EXERCISE DIRECTIONS => Below are entries. Reproduce exactly the lines between the line holding "c.strokeStyle = halo;" and the line holding "[3,358,49,354,354,313,466,303]", inclusive, and only those.

[Extracted data entries]
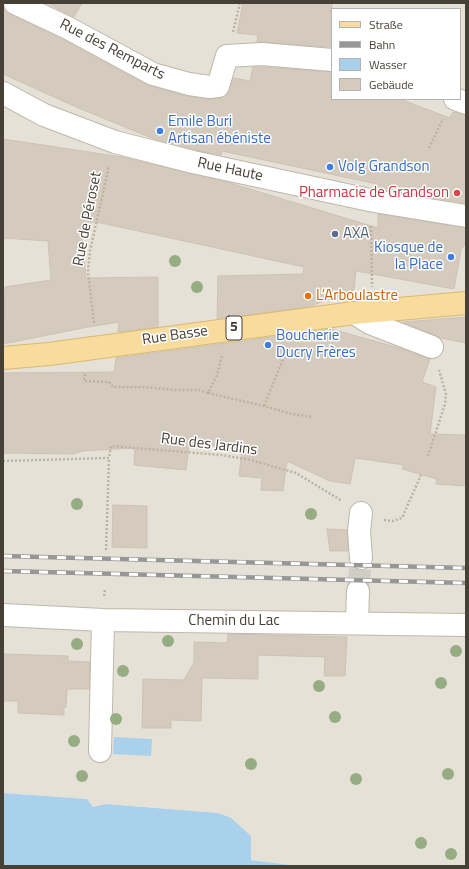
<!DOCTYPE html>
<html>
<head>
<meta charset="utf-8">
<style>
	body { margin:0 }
	#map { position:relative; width:469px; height:869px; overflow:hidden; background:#f3f0e8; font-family:"Titillium Web",sans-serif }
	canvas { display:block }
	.frame { position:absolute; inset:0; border:4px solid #464037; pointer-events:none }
	.legend { position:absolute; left:331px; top:8px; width:130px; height:92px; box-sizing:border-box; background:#fff; border:1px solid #b5b3af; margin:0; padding:5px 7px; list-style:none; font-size:12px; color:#464037 }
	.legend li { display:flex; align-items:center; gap:8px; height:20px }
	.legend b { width:20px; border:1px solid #b5b3af }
</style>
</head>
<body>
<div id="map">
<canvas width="469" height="869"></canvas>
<div class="frame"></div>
<ul class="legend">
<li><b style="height:5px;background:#f7dc9d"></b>Straße</li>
<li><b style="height:5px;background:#979797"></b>Bahn</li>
<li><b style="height:11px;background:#a9d1eb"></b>Wasser</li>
<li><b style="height:11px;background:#d4cbbe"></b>Gebäude</li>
</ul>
</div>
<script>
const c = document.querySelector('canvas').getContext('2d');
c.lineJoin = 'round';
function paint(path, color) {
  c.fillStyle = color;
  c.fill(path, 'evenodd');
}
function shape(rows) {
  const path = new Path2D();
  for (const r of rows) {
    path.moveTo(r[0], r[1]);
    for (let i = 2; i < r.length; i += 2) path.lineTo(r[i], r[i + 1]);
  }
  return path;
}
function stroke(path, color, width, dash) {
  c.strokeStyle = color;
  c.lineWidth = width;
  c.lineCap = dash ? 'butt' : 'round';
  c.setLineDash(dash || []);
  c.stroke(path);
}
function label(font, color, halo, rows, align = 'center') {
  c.font = font + ' "Titillium Web",sans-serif';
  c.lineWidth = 3;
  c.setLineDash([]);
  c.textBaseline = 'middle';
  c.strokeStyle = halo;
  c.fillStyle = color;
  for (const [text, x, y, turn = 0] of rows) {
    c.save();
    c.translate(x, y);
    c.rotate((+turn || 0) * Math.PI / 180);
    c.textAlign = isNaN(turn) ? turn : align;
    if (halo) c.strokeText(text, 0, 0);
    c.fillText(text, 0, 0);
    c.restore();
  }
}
paint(shape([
	[3,3,466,3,466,866,299,866,251,860,251,836,218,813,106,804,93,807,87,799,3,793],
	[332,9,460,9,460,99,332,99]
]), '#e6e1d7');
paint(shape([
	[114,737,152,739,151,756,113,754],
	[3,793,87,799,93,807,106,804,218,813,231,818,251,836,251,860,299,866,3,866]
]), '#a9d1eb');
const building = shape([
	[47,3,82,3,74,17,47,3],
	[243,3,332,3,332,47,257,42,258,35,237,33,243,3],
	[3,5,10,14,62,39,147,85,186,96,208,99,220,98,226,95,234,78,250,81,253,67,262,67,332,72,332,99,400,99,450,118,453,112,466,115,466,203,378,189,377,184,222,151,221,155,196,150,154,139,76,107,3,74,3,5],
	[3,139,122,157,230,183,378,228,378,214,466,228,466,243,461,250,454,289,356,271,354,290,308,307,217,319,218,276,303,274,304,267,92,221,91,227,81,225,86,278,158,277,158,327,118,332,119,322,88,327,3,344,5,287,51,280,48,241,3,238,3,139],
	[466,317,466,343,441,338,403,322,466,317],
	[331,329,396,347,430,359,422,382,436,387,430,434,466,435,466,486,436,484,437,479,402,469,404,465,355,458,350,484,330,481,287,461,283,491,261,490,262,478,239,476,242,449,215,446,189,444,186,470,134,465,135,448,82,451,74,454,3,453,3,373,114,372,116,358,331,329],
	[113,505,147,506,147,548,112,547,113,505],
	[327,529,347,530,348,551,330,551,327,529],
	[228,634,347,637,345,676,324,676,325,657,258,655,258,679,202,678,201,721,171,720,171,728,142,728,143,679,184,680,194,662,194,642,227,643,228,634],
	[3,654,68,656,68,661,90,662,89,689,67,689,66,707,64,707,64,715,18,713,18,701,3,701,3,654]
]);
paint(building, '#d4cbbe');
stroke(building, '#cec3b2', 1);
stroke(shape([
	[358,591,361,558]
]), '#d0cdc5', 22, [22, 11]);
const minor = shape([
	[15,3,68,28,153,74,189,84,210,87,218,86,227,56,262,54,332,60],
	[3,93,44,115,115,142,193,162,374,201,466,216],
	[455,99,466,103],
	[354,313,370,323,432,347],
	[361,558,359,531,361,513],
	[3,615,103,620,466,625],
	[357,622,358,591],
	[100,751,103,620]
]);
const major = shape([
	[3,358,49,354,354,313,466,303]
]);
stroke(minor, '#beb7ab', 24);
stroke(major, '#dbb96e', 24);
stroke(shape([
	[233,32,240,3],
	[429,148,443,119],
	[371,226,372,287],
	[94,323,88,272,90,251,109,166],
	[85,374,84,381,109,382,113,387,144,387,175,390,199,390,208,393,217,375,222,356],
	[208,393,264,406,292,414,313,417],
	[264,406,288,347],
	[428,456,445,404,446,394,439,370],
	[3,461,109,458,111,446,221,455,251,460,296,473,342,501],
	[384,520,393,521,402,518,421,475],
	[106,550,109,459],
	[104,596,105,589]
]), '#beb29e', 2.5, [2, 2]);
stroke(minor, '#fff', 22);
stroke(major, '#f7dc9d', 22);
const rail = shape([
	[3,556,466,568],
	[3,571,466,583]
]);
stroke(rail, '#979797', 4.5);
stroke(rail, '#fff', 3, [9]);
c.fillStyle = '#96ac82';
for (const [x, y] of [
	[175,261],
	[197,287],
	[77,504],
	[311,514],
	[168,641],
	[77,644],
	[456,651],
	[123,671],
	[441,683],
	[319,686],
	[335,717],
	[116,719],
	[74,741],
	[251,764],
	[448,774],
	[82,776],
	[356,779],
	[421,843],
	[451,854]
]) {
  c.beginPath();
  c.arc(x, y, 6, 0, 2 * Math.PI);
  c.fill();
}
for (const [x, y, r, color] of [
	[160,131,4,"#3f7fe0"],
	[330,167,4,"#3f7fe0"],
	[457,193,4,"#e0444e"],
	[335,234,4,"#5c6f8a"],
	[451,257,4,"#3f7fe0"],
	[308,296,4,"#e8710a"],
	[268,345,4,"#3f7fe0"]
]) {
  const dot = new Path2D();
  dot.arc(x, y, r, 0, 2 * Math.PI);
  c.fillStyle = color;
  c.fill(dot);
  stroke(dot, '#fff', 1.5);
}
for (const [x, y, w] of [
	[234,328,16]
]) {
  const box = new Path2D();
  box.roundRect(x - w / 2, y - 12, w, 24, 3);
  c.fillStyle = '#fff';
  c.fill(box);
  stroke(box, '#464037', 1);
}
label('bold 14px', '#464037', null, [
	["5",234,328]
]);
label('15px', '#464037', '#fff', [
	["Rue des Remparts",112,50,27],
	["Rue Haute",230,170,12],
	["Rue de Péroset",88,219,-79],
	["Rue Basse",175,336,-8],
	["Rue des Jardins",209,445,7],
	["Chemin du Lac",234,621]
]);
label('15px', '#366cbe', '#fff', [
	["Emile Buri",168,122],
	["Artisan ébéniste",168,139],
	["Volg Grandson",338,167],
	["Kiosque de",443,248,"right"],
	["la Place",443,265,"right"],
	["Boucherie",276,336],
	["Ducry Frères",276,353]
], 'left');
label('15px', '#be3a42', '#fff', [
	["Pharmacie de Grandson",449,193]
], 'right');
label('15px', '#4e5e75', '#fff', [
	["AXA",343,234]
], 'left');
label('15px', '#c56008', '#fff', [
	["L’Arboulastre",316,296]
], 'left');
</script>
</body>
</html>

YOUR RESPONSE =>
  c.strokeStyle = halo;
  c.fillStyle = color;
  for (const [text, x, y, turn = 0] of rows) {
    c.save();
    c.translate(x, y);
    c.rotate((+turn || 0) * Math.PI / 180);
    c.textAlign = isNaN(turn) ? turn : align;
    if (halo) c.strokeText(text, 0, 0);
    c.fillText(text, 0, 0);
    c.restore();
  }
}
paint(shape([
	[3,3,466,3,466,866,299,866,251,860,251,836,218,813,106,804,93,807,87,799,3,793],
	[332,9,460,9,460,99,332,99]
]), '#e6e1d7');
paint(shape([
	[114,737,152,739,151,756,113,754],
	[3,793,87,799,93,807,106,804,218,813,231,818,251,836,251,860,299,866,3,866]
]), '#a9d1eb');
const building = shape([
	[47,3,82,3,74,17,47,3],
	[243,3,332,3,332,47,257,42,258,35,237,33,243,3],
	[3,5,10,14,62,39,147,85,186,96,208,99,220,98,226,95,234,78,250,81,253,67,262,67,332,72,332,99,400,99,450,118,453,112,466,115,466,203,378,189,377,184,222,151,221,155,196,150,154,139,76,107,3,74,3,5],
	[3,139,122,157,230,183,378,228,378,214,466,228,466,243,461,250,454,289,356,271,354,290,308,307,217,319,218,276,303,274,304,267,92,221,91,227,81,225,86,278,158,277,158,327,118,332,119,322,88,327,3,344,5,287,51,280,48,241,3,238,3,139],
	[466,317,466,343,441,338,403,322,466,317],
	[331,329,396,347,430,359,422,382,436,387,430,434,466,435,466,486,436,484,437,479,402,469,404,465,355,458,350,484,330,481,287,461,283,491,261,490,262,478,239,476,242,449,215,446,189,444,186,470,134,465,135,448,82,451,74,454,3,453,3,373,114,372,116,358,331,329],
	[113,505,147,506,147,548,112,547,113,505],
	[327,529,347,530,348,551,330,551,327,529],
	[228,634,347,637,345,676,324,676,325,657,258,655,258,679,202,678,201,721,171,720,171,728,142,728,143,679,184,680,194,662,194,642,227,643,228,634],
	[3,654,68,656,68,661,90,662,89,689,67,689,66,707,64,707,64,715,18,713,18,701,3,701,3,654]
]);
paint(building, '#d4cbbe');
stroke(building, '#cec3b2', 1);
stroke(shape([
	[358,591,361,558]
]), '#d0cdc5', 22, [22, 11]);
const minor = shape([
	[15,3,68,28,153,74,189,84,210,87,218,86,227,56,262,54,332,60],
	[3,93,44,115,115,142,193,162,374,201,466,216],
	[455,99,466,103],
	[354,313,370,323,432,347],
	[361,558,359,531,361,513],
	[3,615,103,620,466,625],
	[357,622,358,591],
	[100,751,103,620]
]);
const major = shape([
	[3,358,49,354,354,313,466,303]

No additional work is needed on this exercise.